> **PROBLEM REQUIREMENTS**
Pictures should not appear in the copy; the records themselves must be written out exactly.

> **EXTRACTED DATA**
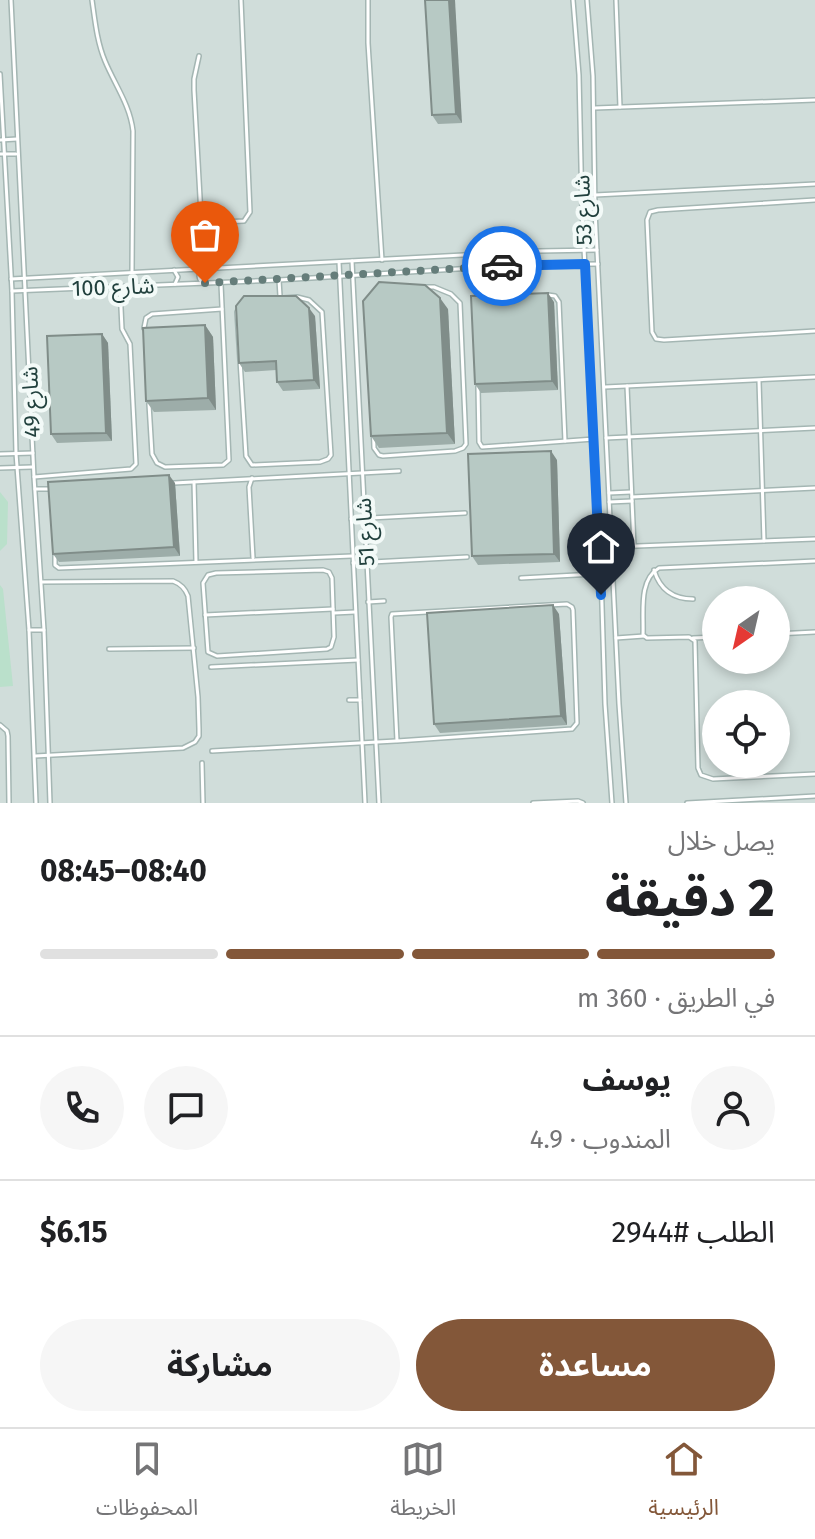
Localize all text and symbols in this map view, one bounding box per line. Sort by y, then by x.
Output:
street label: شارع 53 [568,174,601,246]
pin [171,201,239,283]
icon: bag [183,213,227,257]
courier [462,226,542,306]
icon: car [480,244,524,288]
street label: شارع 100 [71,272,155,305]
street label: شارع 49 [16,366,49,438]
street label: شارع 51 [350,497,383,567]
pin [567,513,635,595]
icon: home [579,525,623,569]
north arrow [702,586,790,674]
map controls [702,586,790,778]
button: locate [702,690,790,778]
text: يصل خلال [668,826,775,857]
text: 08:40–08:45 [40,853,207,889]
text: 2 دقيقة [605,867,775,930]
text: في الطريق · 360 m [577,983,775,1014]
text: يوسف [583,1062,671,1098]
button: phone [40,1066,124,1150]
button: chat [144,1066,228,1150]
button: person [691,1066,775,1150]
text: المندوب · 4.9 [530,1124,671,1155]
text: $6.15 [40,1214,108,1250]
text: الطلب #2944 [612,1214,775,1250]
button: مشاركة [40,1319,400,1411]
button: مساعدة [416,1319,775,1411]
tab: المحفوظات [96,1437,198,1531]
tab: الخريطة [390,1437,456,1531]
tab: الرئيسية [648,1437,719,1531]

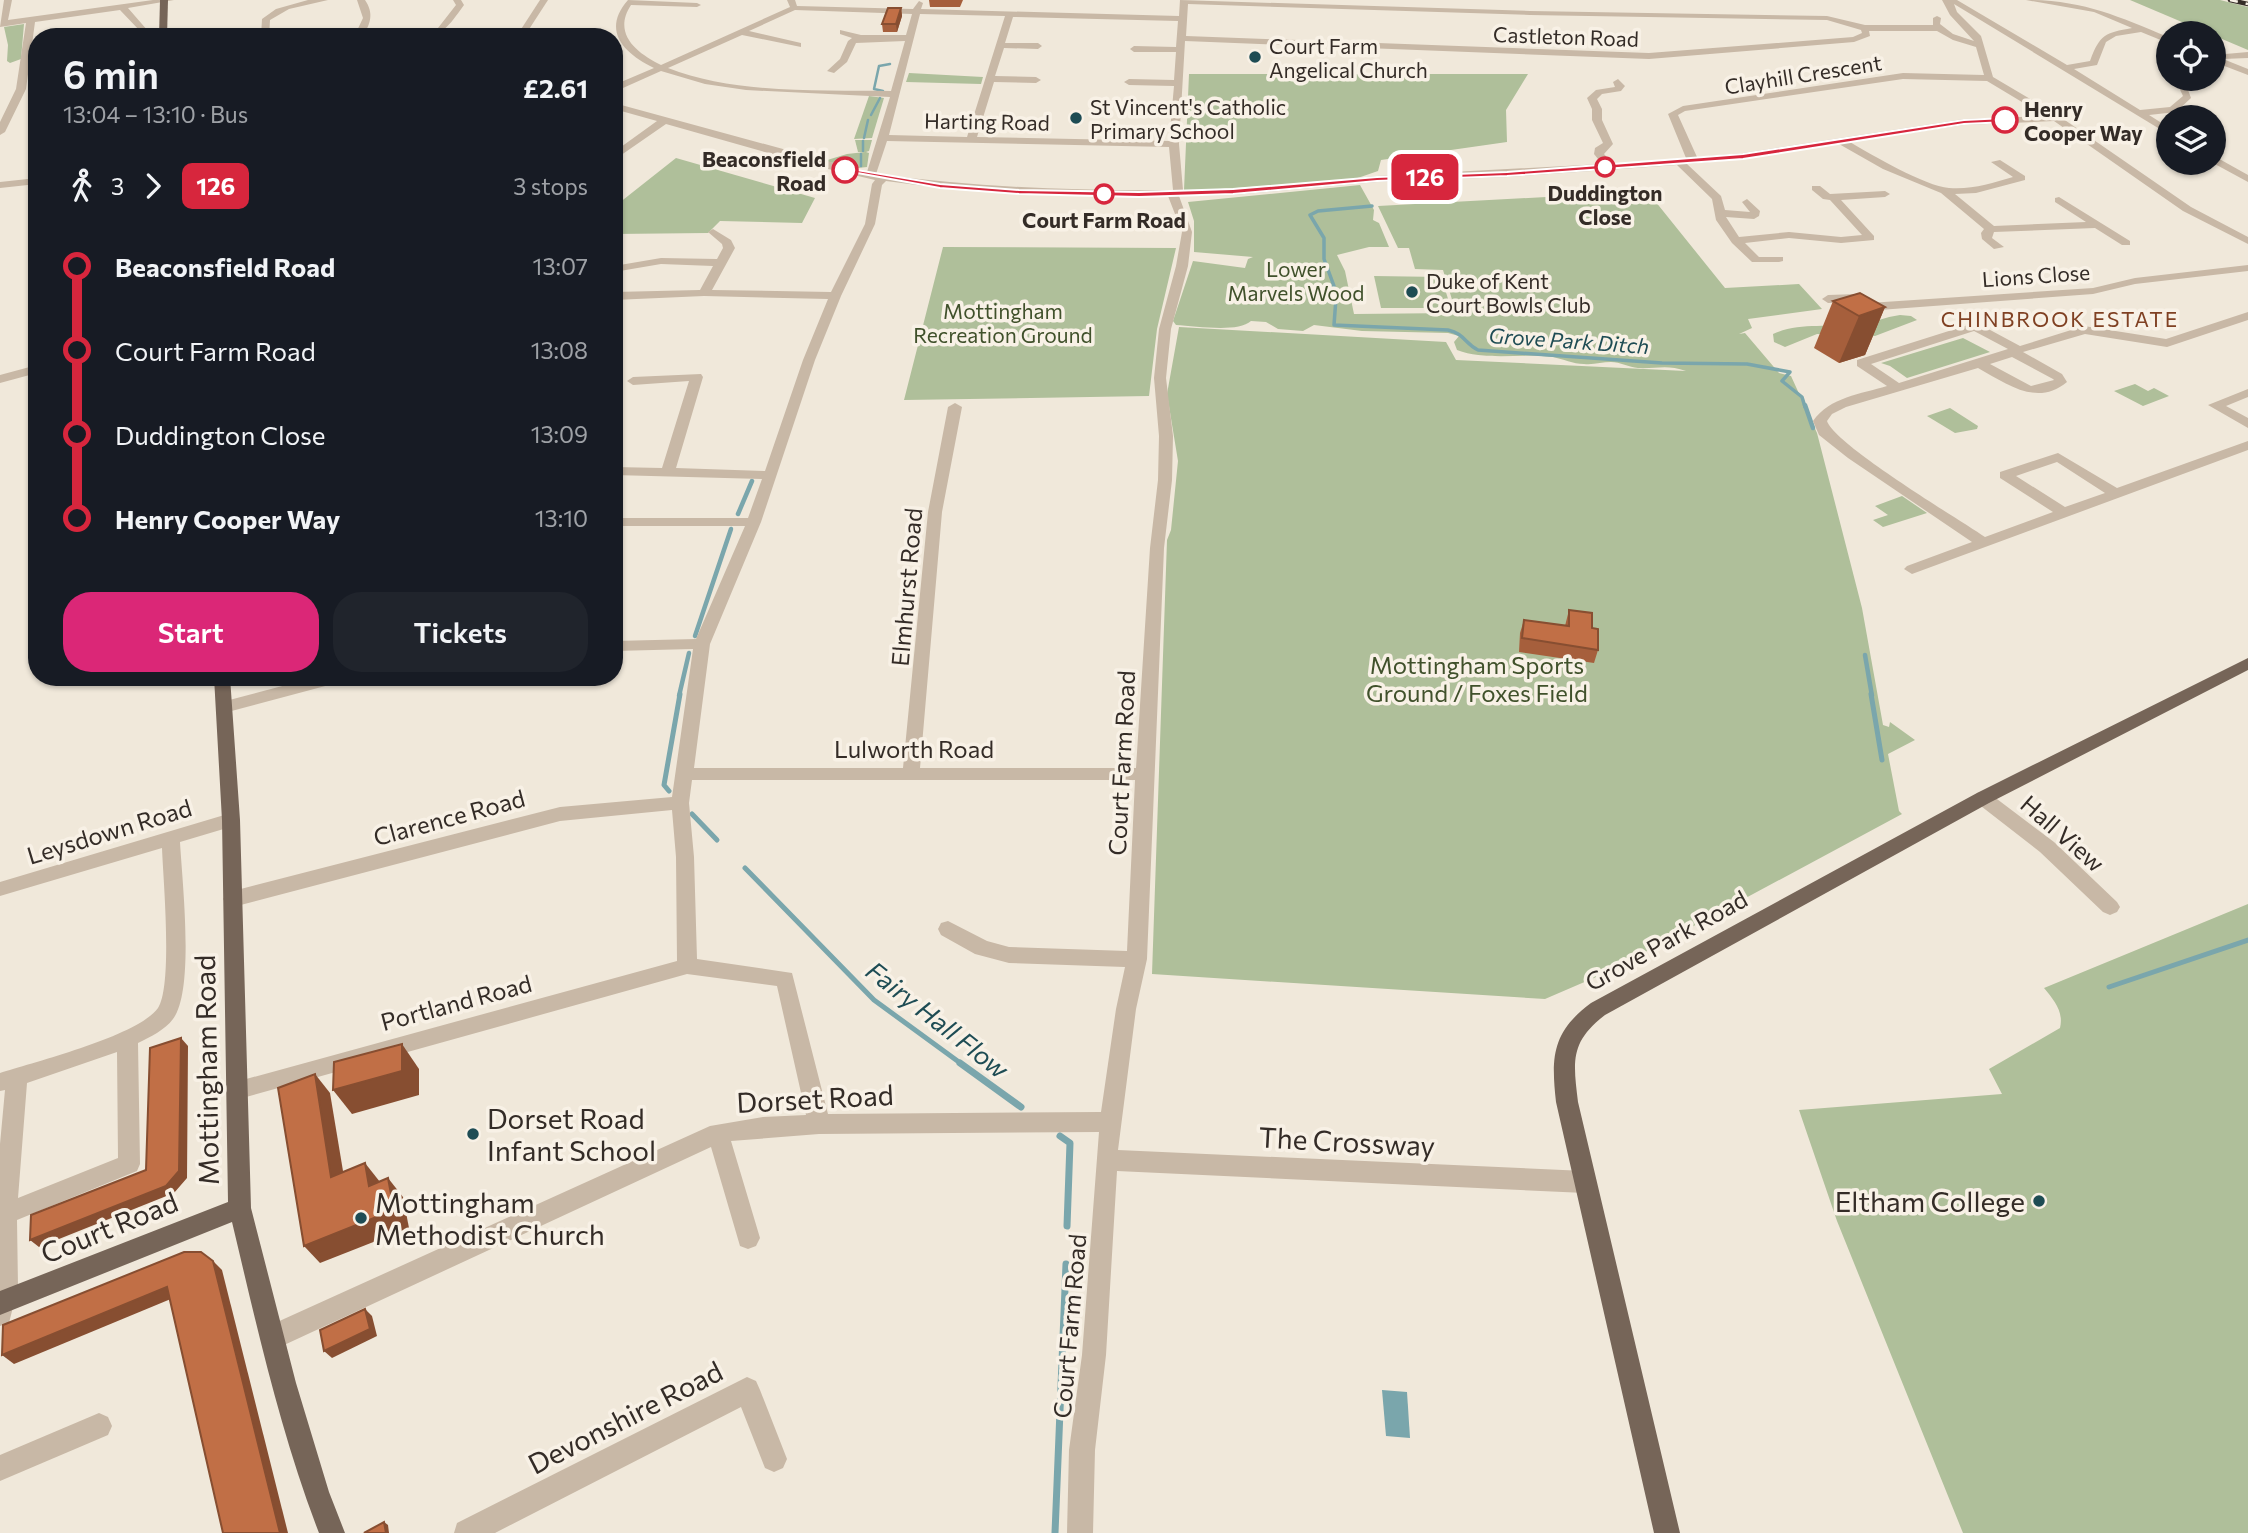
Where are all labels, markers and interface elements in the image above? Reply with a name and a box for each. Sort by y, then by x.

> **REPLY TO THE TASK**
Localize all text and symbols in this map view, one bounding box per line. Sort by y, then by x.
Output:
street label: شارع 53 [568,174,601,246]
pin [171,201,239,283]
icon: bag [183,213,227,257]
courier [462,226,542,306]
icon: car [480,244,524,288]
street label: شارع 100 [71,272,155,305]
street label: شارع 49 [16,366,49,438]
street label: شارع 51 [350,497,383,567]
pin [567,513,635,595]
icon: home [579,525,623,569]
north arrow [702,586,790,674]
map controls [702,586,790,778]
button: locate [702,690,790,778]
text: يصل خلال [668,826,775,857]
text: 08:40–08:45 [40,853,207,889]
text: 2 دقيقة [605,867,775,930]
text: في الطريق · 360 m [577,983,775,1014]
text: يوسف [583,1062,671,1098]
button: phone [40,1066,124,1150]
button: chat [144,1066,228,1150]
button: person [691,1066,775,1150]
text: المندوب · 4.9 [530,1124,671,1155]
text: $6.15 [40,1214,108,1250]
text: الطلب #2944 [612,1214,775,1250]
button: مشاركة [40,1319,400,1411]
button: مساعدة [416,1319,775,1411]
tab: المحفوظات [96,1437,198,1531]
tab: الخريطة [390,1437,456,1531]
tab: الرئيسية [648,1437,719,1531]

Where are all labels, markers and interface elements in the image above? Reply with a name and a box for each. Sort by y, then by x.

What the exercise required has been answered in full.